Il faut, bien évidemment, poser ici un certain nombre de problèmes afin d’examiner dans quelle mesure la dualité d’inspiration du Groupe fut tout simplement forfuite, sans rapport avec son marxisme, et dans quelle mesure elle lui fut essentielle, nécessaire. Comment le Groupe put-il – s’il y réussit jamais – concilier les idées populistes avec les notions tirées d’une philosophie évolutionniste et déterministe ? Quelles idées furent rejetées, quelles autres retenues et développées ?
De tous les dogmes « volontaristes » qui trouvèrent place dans l’arsenal idéologique du Groupe, la défense du terorisme est à la fois le plus curieux et le plus accessoire. Plekhanov avait finalement rompu avec Zemlia i Volja en 1879 par suite de son opposition au terrorisme. L’extraordinaire succès de Narodnaja Volja et le lamentable échec de Cernyj Peredel l’amenèrent par al suite à modifier son intransigeance première, mais il ne put jamais considérer de gaieté de cœur l’attentat comme une arme politique. Et pourtant le premier programme du Groupe, présenté en 1884, déclarait qu’à propos de la campagne d’attentats il n’était pas en opposition de principe avec la Narodnaja Volja, et qu’il « voyait dans le terrorisme une arme essentielle contre l’absolutisme gouvernemental ». Cette déclaration laconique était loin d’exprimer l’enthousiasme, mais, même sous cette forme, elle allait bien plus loin dans le sens d’un accommodement avec Norodnaja Volja que le programme élaboré à Saint Pétersbourg à la fin de 1884 par le groupe de Blagoev, ou parti des sociaux-démocrates russes, qui condamnait l’attentat politique, le considérant comme tout à fait secondaire :
« De la terreur politique comme moyen d’obtenir des concessions du gouvernement – lit-on dans le programme de Blagoev – nous devons dire qu’elle ne peut être considérée comme efficace dans les conditions actuelles, alors qu’il n’existe aucune organisation solide d’ouvriers pour revendiquer les coups portés ».
Sans doute fût-ce une heureuse surprise pour le Groupe de découvrir en Russie des formations révolutionnaires actives qui donnaient la priorité à la constitution d’un mouvement ouvrier puissant et rejetaient le terrorisme. Cela encouragea probablement Plekhanov, lorsqu’il composa un nouveau programme en 1885, à résoudre le problème en passant tout simplement sous silence la campagne d’attentats. Le programme de 1885 affirmait sans équivoque que l’arme de base des révolutionnaires était « l’agitation dans la classe ouvrière » ; le terrorisme n’était plus évoqué que comme un sous-produit accidentel de la révolution elle-même.

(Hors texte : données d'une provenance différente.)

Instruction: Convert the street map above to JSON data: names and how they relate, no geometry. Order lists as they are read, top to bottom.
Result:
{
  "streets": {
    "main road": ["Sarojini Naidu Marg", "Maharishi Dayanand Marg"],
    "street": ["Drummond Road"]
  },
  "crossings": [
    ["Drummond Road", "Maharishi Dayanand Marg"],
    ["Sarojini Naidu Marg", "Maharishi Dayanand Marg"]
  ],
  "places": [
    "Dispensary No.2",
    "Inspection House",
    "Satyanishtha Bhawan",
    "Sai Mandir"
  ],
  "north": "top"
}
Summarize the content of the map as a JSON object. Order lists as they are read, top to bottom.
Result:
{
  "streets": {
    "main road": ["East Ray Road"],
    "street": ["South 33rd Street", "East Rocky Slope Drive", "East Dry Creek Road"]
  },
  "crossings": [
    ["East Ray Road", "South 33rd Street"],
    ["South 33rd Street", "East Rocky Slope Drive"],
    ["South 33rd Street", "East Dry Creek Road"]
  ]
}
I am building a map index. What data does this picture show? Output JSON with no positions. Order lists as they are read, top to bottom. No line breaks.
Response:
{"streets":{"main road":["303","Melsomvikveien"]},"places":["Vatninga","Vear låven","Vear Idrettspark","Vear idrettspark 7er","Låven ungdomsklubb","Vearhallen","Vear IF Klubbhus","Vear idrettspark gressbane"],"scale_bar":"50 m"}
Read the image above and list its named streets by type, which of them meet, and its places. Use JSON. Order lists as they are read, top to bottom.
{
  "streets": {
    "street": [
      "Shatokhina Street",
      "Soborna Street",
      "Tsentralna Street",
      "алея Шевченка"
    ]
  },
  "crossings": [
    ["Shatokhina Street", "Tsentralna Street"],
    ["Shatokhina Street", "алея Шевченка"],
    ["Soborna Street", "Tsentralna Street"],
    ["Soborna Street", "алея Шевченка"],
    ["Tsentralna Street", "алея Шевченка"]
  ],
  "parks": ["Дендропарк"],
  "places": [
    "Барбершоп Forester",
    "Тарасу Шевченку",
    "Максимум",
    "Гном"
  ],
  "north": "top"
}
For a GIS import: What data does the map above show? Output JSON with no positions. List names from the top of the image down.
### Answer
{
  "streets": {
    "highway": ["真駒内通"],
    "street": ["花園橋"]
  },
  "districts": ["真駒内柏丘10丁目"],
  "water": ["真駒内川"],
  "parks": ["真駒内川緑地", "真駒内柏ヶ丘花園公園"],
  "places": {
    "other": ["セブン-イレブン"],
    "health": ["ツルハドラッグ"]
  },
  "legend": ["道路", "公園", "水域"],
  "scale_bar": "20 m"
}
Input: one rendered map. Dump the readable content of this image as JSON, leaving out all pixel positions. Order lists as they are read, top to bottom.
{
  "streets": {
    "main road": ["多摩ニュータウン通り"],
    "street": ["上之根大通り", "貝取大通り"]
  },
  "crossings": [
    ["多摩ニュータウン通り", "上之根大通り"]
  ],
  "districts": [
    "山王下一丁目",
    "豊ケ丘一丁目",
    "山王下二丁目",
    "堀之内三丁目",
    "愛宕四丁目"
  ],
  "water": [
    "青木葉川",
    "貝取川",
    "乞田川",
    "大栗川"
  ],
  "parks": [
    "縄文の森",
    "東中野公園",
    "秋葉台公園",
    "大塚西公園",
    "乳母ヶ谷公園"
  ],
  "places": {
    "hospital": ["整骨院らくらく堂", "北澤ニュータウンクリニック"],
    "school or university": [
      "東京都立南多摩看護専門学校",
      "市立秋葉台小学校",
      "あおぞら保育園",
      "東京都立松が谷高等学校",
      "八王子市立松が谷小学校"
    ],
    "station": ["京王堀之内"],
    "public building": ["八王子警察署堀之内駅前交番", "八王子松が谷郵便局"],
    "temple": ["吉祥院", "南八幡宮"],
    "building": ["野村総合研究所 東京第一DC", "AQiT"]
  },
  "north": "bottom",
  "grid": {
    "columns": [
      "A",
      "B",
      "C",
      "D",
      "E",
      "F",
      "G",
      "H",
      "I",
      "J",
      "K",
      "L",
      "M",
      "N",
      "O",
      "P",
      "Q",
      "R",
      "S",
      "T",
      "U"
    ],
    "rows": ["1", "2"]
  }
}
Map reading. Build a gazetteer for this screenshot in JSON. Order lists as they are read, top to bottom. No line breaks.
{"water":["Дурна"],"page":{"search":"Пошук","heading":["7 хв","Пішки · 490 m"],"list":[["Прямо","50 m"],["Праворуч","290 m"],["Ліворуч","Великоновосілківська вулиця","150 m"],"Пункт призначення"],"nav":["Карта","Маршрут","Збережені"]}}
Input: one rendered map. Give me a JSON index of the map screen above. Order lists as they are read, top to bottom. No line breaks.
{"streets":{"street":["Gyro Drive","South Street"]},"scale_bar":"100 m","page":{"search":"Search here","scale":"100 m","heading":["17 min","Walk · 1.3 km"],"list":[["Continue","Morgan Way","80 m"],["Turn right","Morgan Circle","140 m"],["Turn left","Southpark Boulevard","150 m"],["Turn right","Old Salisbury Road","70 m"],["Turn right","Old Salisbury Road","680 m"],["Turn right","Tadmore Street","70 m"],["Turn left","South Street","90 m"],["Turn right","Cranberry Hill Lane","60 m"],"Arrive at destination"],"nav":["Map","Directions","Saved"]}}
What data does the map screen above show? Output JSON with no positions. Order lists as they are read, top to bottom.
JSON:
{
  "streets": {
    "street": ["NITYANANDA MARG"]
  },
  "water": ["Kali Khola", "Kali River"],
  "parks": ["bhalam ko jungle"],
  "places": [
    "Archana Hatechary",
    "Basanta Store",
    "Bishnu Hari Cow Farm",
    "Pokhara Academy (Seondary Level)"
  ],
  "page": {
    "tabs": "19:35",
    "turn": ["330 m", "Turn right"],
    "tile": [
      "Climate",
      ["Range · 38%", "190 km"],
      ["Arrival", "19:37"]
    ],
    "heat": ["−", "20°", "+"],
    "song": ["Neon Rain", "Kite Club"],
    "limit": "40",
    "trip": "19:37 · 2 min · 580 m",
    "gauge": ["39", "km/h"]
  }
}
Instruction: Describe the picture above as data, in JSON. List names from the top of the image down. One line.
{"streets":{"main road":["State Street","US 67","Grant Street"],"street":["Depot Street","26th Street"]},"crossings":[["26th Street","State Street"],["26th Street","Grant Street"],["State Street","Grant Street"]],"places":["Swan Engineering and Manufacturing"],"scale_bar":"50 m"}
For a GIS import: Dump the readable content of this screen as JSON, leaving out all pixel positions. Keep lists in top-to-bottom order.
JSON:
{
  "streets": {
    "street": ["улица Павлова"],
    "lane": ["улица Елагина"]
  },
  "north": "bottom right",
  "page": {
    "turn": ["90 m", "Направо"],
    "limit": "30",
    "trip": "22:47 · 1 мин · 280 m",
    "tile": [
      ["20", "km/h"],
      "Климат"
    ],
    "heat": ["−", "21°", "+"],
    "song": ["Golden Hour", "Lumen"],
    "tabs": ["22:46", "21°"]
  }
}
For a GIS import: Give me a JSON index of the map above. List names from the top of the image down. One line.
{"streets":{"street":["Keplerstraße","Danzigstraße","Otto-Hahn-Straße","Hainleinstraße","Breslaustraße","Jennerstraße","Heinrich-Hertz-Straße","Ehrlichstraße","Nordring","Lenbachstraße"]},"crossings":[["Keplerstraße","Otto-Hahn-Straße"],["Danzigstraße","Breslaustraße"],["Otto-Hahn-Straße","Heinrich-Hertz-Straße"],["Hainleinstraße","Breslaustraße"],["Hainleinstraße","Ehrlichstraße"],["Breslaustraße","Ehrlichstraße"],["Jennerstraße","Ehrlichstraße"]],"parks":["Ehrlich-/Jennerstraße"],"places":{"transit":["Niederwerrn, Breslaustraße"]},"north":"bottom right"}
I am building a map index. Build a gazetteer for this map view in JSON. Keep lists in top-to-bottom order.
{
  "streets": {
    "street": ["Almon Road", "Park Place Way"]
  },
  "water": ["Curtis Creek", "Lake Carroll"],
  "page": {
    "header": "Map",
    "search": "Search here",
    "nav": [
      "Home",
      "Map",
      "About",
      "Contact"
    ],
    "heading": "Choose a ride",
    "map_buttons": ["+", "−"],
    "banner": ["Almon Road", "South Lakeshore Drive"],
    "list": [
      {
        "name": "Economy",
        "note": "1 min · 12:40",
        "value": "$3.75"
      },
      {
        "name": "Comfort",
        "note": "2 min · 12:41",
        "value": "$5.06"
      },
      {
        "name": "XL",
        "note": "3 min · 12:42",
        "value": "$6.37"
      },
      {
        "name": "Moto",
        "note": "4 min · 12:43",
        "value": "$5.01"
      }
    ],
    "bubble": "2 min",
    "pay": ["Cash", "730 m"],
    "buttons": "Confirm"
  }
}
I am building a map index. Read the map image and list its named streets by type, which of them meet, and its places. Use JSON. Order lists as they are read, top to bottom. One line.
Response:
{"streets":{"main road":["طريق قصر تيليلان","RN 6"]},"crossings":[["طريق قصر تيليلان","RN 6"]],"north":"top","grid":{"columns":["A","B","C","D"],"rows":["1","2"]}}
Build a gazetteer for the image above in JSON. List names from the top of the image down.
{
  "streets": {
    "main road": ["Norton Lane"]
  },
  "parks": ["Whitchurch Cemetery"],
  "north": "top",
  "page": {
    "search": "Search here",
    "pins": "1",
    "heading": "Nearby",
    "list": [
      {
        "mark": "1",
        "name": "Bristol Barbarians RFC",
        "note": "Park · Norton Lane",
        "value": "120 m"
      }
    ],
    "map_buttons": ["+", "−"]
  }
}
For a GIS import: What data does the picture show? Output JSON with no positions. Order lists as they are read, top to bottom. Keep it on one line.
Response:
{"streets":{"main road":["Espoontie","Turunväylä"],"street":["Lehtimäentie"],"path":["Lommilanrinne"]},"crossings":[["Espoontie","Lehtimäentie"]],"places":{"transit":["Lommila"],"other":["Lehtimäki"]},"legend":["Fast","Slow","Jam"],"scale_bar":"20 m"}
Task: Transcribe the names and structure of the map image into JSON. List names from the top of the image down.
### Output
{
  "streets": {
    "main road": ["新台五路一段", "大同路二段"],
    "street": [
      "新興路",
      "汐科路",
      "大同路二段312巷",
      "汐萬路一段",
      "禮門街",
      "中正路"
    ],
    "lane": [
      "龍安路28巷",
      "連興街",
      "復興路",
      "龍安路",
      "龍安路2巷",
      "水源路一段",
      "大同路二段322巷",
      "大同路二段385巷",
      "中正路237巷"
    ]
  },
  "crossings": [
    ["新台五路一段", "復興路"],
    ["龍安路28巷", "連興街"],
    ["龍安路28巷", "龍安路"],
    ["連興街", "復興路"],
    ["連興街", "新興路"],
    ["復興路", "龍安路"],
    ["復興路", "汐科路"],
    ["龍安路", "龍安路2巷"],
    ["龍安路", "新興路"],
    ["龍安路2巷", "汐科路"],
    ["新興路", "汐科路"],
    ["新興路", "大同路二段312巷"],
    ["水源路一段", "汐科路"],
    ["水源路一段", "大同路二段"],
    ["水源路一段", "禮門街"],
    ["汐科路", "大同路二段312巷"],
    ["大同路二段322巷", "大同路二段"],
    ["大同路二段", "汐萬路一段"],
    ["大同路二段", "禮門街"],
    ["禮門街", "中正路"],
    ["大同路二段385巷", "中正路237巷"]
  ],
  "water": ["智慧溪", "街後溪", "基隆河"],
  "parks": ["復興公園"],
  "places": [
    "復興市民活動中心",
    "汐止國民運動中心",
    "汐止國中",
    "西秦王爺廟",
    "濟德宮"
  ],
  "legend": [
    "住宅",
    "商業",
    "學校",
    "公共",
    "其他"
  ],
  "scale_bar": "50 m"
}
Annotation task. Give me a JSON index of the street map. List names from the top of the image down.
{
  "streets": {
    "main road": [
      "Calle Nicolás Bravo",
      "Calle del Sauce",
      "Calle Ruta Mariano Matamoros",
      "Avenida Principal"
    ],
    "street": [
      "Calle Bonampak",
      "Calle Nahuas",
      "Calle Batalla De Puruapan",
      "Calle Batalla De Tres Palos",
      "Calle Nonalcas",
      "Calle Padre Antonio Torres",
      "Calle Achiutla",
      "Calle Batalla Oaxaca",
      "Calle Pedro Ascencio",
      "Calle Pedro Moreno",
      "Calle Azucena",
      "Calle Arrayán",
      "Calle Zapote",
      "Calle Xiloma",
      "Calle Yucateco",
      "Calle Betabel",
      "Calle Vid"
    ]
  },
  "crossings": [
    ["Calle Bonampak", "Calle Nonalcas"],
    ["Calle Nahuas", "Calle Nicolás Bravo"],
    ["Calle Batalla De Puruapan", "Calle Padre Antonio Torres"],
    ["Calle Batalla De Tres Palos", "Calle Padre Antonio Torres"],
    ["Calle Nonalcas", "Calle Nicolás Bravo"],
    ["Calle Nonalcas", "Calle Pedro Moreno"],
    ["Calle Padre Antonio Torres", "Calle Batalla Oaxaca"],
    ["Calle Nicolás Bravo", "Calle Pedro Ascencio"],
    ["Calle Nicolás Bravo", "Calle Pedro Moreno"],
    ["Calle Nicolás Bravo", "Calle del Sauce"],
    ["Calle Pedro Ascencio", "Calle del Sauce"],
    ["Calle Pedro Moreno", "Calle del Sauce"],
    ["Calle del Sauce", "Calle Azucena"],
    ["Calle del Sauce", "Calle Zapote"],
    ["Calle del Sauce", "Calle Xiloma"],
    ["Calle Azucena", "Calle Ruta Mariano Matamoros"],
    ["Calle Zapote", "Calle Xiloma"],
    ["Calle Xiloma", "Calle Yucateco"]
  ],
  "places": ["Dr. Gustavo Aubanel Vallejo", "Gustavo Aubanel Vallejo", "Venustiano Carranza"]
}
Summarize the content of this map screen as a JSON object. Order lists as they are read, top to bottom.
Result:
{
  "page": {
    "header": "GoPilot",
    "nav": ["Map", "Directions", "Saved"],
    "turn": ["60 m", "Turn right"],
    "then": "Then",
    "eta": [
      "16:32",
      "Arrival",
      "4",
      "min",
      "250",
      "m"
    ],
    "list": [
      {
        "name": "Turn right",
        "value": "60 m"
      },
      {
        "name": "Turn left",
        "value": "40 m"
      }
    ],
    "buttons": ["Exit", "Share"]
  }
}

Plus tard, Plekhanov dut expliquer que dans les mains des révolutionnaires l’attentat était une arme parfaitement légitime, mais dont on ne devait pas faire usage dans des conditions normales, de peur de détourner l’attention du but principal : l’organisation du prolétariat en une force révolutionnaire. Et en effet, la phase « terroriste » du Groupe était terminée en 1885.
Savoir quel rôle assigner à l’intelligentsia dans la préparation de la révolution à venir, était un problème beaucoup plus complexe. Le Groupe croyait fermement que l’intelligentsia était appelée à remplir dans le mouvement une fonction essentielle parce qu’elle pouvait saisir plus aisément que n’importe quel autre groupe social les principes du socialisme scientifique. De par sa nature même elle était toute désignée pour guider les ouvriers dans la voie qu’exigeaient les lois historiques. Dans le premier programme du Groupe, cette opinion était exprimée sans détours :
« A l’intelligentsia socialiste revient l’obligation d’organiser les ouvriers et de les préparer activement au combat (…) Le Groupe pour la libération du travail est convaincu que non seulement le succès, mais la possibilité même d’un mouvement concerté de la classe ouvrière russe dépendent des efforts qu’accomplira en son sein l’intelligentsia ».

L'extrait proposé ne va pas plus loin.